Many of my peers had pretty significant English profanity lexicons (probably from watching American movies with Dutch subtitles) and most were curious about the meanings of the "bad words" they knew. This could be disappointing now and then, like the time when it turned out "shit" was "shit" (albeit with the vowel a bit higher and tenser in Dutch, where the word was also more likely to be used simply as an exclamation rather than as a noun or verb, as it is in English). The most crushing blow, however, was when I told my friends Maroesja and Miriam that the literal meaning of another English swear word used widely in Dutch, or at least among my Dutch peergroup, was simply "female dog." To use Maroesja's words, they had thought that it was "iets veel leuker" (i.e. something much more interesting/fun, and probably more obscene). But for the rest of that summer, we used "teef" (the Dutch word for a female dog) and "bitch" interchangably, which was fun. Dutch is a language that tends to encourage wordplay, which makes for a lot more fun when swearing, as I will discuss later on.

Body Parts

My friend Maroesja's disappointment that the literal meaning of a certain curse was less "leuk" than she had hoped is indicative of the fact that there are many different levels of fun/obscenity in Dutch swear words. This is most clearly evident in the Dutch system of describing body parts. There is a polite and impolite name for many parts of the anatomy in Dutch, and on top of that there are certain names of body parts that are so rude they are definitely swear words.

Simply stated, Dutch has a set of names for body parts that are used to describe those parts on people (e.g. "hoofd," "hand," "voet"), and another set that is used to describe those parts on animals (e.g. "kop," "klauw," "poot"). The animal part names can be used to describe parts of the human anatomy, but to do so is a bit crude (somewhat like telling someone to get their paws off you). Incidentally, the examples given were the polite and rude forms of "head," "hand," and "foot," respectively. They would probably not be used interchangeably with the names for people parts in polite conversation (though they could be used in politely discussing the health of someone's pets or livestock, and that would be perfectly acceptable).

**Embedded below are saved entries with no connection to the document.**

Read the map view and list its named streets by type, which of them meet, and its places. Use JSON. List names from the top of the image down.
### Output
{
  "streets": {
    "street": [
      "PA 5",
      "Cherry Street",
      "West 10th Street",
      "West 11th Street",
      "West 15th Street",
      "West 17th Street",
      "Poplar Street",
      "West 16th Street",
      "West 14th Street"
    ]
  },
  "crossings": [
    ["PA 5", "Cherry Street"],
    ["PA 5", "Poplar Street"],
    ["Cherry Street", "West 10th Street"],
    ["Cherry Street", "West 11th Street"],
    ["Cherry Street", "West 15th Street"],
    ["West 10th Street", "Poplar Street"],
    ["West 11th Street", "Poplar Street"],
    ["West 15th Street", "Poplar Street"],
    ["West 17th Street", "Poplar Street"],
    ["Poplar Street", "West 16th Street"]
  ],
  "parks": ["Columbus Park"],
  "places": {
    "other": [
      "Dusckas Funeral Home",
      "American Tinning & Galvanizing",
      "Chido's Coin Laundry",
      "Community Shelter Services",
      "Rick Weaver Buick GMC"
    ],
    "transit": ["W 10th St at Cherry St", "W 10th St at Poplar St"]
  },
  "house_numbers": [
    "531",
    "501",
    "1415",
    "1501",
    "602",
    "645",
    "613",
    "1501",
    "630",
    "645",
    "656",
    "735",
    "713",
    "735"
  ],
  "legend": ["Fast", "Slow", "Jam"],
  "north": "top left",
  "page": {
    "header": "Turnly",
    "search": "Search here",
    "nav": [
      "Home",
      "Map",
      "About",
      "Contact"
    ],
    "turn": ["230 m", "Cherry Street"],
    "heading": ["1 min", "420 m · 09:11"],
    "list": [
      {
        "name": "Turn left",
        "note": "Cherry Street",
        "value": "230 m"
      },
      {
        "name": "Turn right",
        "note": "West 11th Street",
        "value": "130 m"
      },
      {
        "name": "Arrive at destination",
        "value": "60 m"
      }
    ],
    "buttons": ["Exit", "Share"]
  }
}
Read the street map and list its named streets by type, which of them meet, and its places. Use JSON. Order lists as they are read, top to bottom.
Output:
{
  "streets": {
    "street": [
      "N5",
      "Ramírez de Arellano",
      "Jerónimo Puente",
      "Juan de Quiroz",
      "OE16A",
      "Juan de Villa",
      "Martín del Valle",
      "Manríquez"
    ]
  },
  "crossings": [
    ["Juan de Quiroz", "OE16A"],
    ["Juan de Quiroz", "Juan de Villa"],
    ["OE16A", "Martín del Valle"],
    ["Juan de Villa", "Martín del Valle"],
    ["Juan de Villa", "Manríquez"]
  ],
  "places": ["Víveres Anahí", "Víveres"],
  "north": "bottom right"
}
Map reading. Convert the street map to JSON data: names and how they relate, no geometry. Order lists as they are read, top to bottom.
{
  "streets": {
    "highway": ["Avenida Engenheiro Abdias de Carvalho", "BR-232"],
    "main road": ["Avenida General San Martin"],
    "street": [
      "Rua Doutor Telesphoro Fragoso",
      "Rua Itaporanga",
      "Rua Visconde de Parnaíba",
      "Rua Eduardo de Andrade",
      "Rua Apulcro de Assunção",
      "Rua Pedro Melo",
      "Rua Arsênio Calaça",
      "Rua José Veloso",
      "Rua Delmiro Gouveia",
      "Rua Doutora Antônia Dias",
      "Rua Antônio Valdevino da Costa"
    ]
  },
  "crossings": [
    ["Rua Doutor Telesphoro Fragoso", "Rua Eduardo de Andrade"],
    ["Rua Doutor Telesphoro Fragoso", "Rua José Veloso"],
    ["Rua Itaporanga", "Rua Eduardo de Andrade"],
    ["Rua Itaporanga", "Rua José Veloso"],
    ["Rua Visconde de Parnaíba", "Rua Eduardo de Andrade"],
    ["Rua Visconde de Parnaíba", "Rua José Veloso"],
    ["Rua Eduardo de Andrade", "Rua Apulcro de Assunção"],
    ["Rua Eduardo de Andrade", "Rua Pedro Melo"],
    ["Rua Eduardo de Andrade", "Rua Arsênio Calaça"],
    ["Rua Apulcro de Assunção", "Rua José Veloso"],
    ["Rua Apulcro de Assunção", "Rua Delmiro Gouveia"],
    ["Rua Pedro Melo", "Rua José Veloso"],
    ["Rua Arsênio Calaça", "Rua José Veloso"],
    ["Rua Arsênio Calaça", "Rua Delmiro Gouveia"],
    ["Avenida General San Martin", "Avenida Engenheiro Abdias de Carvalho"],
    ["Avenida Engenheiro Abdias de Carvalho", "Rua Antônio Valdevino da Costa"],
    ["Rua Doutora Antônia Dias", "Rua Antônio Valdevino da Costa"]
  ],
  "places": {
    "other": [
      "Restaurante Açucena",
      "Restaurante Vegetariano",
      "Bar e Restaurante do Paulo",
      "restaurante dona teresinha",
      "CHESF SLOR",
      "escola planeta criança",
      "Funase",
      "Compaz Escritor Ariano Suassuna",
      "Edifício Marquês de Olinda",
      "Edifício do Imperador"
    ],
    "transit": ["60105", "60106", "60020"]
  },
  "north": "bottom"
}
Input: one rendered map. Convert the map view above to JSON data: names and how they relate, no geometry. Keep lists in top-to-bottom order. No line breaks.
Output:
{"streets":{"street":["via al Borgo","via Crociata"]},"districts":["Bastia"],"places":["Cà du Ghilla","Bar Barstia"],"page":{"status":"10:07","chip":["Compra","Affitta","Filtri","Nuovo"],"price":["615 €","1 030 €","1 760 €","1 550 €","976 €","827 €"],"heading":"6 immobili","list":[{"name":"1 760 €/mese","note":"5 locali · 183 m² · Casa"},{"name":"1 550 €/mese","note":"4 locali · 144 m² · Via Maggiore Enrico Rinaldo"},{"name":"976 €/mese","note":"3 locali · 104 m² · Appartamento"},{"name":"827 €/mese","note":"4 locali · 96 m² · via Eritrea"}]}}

Finally, just like English, Dutch has a set of words for certain "dirty" parts of the anatomy (i.e. excretory organs and male and female secondary sex characteristics), and these are only used as swear words. Some of these have English counterparts --- for example, the Dutch word "kut" is just as rude as its English equivalent, "cunt." Others are not as easily translated --- there is no word equivalent to "asshole" in Dutch, but "klootzak," which refers to the scrotum, is used similarly. As in English, these are generally used as derogatory names to call people you do not like (a good example is one of my favorite insults, which is equally rude in both languages: "stomme trut" = "dumb cunt"). Many of these words can also be made into gerund-type verbs by adding the prefix ge- (e.g. "gekloot," "gekut," "gelul"), at which point the general meaning is like "screwing" or "dicking" around, but literally closer to talking about "assholing around," as silly as that sounds in English1). Along these same lines, one particularly fun expression for wasting time is "kut kammen" --- literally, cunt combing. "Kut" and "Klote" (the adjective form of "kloot") are also universally used as obscene prefixes, much the same as "fuckin'-" and "fucking-" in American (or "bloody" in British English). Although I have rarely heard these words used to describe the actual body parts that are their literal meanings, perhaps I would be more familiar with this use if I had more experience with Dutch pornography (or feminist manifestoes that reclaim female-oriented swear words).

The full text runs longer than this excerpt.